There is nothing he likes better so he does as much nothing as he possibly can. He has travelled extensively in Europe and the US and has visited Asia on several occasions. Leopold holds a Philosophy degree and tries not to drop it too often.
He lives near London and is married with one wife, one child and no pets.
About the book
One Private Eye. One Case. One sackful of trouble.
When Jake agrees to take a package across America, he doesn’t know if he’ll live to tell the tale. If the CIA, the Feds and the British Secret Service don’t get him then the mob will. How’s a cowardly private dick going to survive in these bloody times?
The Case is a stand-alone pulp noir novel. A wry take on the jaw-dropping violent side of private investigator life by Leopold Borstinski, writer of the six-book Lagotti Family series.
I’ll admit I got confused and had to go back and check I was reading correctly, because the timeline goes backwards in time instead of from the past then forwards. In fact it jumps back and forth between the 70s, 50s 60s and 90s ect.
It’s a pulp fictiony type of read. What is pulp fiction? The term is taken from the pulp magazines of the 30s/40s, printed on low quality paper. Pretty on the outside and a little dingy on the inside. The term as it applies to fiction nowadays often goes hand in hand with pretty women in trouble and the handsome men trying to save them. Although in this case it’s more of a stumbling through each scenario and trying to survive kind of guy.

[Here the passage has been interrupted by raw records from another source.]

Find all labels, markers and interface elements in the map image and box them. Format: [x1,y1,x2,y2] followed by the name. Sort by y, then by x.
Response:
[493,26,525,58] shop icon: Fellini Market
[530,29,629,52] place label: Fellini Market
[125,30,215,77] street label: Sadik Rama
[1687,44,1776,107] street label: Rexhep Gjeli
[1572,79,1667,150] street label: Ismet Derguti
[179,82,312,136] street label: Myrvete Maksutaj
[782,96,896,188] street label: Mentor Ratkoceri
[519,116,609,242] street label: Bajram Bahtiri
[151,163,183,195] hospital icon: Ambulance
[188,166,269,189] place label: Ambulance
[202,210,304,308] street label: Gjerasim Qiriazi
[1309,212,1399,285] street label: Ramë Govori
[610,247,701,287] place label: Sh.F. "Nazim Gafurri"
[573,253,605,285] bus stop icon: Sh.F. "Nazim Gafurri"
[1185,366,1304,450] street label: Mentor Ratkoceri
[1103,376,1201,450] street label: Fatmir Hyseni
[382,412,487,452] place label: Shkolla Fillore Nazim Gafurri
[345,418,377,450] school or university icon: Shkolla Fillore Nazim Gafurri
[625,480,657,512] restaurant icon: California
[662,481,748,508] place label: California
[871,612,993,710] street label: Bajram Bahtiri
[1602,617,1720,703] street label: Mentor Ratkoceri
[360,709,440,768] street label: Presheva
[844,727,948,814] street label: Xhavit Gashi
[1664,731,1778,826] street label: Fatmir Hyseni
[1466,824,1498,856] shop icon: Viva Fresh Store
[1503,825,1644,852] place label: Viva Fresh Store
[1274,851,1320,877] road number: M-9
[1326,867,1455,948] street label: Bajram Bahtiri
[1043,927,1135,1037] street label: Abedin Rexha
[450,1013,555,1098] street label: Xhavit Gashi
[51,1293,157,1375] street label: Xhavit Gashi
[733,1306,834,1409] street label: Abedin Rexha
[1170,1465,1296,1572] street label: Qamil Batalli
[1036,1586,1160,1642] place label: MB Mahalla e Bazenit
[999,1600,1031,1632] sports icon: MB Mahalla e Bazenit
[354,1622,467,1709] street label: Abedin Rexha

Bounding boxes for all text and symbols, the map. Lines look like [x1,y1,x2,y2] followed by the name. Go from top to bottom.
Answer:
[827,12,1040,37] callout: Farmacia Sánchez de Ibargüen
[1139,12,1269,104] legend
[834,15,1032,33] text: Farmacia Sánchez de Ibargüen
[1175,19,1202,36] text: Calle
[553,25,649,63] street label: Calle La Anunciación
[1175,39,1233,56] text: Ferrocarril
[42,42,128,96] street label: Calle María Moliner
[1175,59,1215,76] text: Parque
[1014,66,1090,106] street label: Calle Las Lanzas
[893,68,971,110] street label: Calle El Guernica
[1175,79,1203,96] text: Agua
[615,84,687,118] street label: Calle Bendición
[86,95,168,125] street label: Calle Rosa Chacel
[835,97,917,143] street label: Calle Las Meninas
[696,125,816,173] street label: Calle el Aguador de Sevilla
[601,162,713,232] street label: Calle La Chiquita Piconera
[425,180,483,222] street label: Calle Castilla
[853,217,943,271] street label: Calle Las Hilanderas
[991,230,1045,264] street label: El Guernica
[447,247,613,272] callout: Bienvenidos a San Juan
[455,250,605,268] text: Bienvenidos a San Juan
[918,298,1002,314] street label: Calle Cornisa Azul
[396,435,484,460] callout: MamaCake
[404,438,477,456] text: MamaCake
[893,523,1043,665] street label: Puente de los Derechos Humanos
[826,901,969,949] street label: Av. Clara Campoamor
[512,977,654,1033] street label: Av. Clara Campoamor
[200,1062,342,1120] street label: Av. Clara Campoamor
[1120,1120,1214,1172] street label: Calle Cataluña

How does it relate to this story? Jake veers into the dingy side of his business, although to be fair being a private eye isn’t the shiniest job in the world. He delves deep into the world of the mob and the reader is dragged with him through his often tasteless, banal, dangerous and intrusive jobs throughout the years.
I think it’s worth adding that Jake has the demeanour and attitude of someone from more less politically correct times, which means he uses certain phrases and words. The story starts in the late 70s, but as we return to the past it becomes apparent that the aforementioned were considered the norm then.
It’s pulp fiction with a noirish vibe. It’s a lot different from the Lagotti Family series, but clearly the author likes to play with the murky depths people are willing to go to, especially when it’s something they want.
I kinda liked the last few pages. It gave the story a noirish send-off, a middle finger to them all. It leaves the rest of us wondering about the Jake we thought we knew and the Jake who presents himself to us at the end. Did we ever know him at all?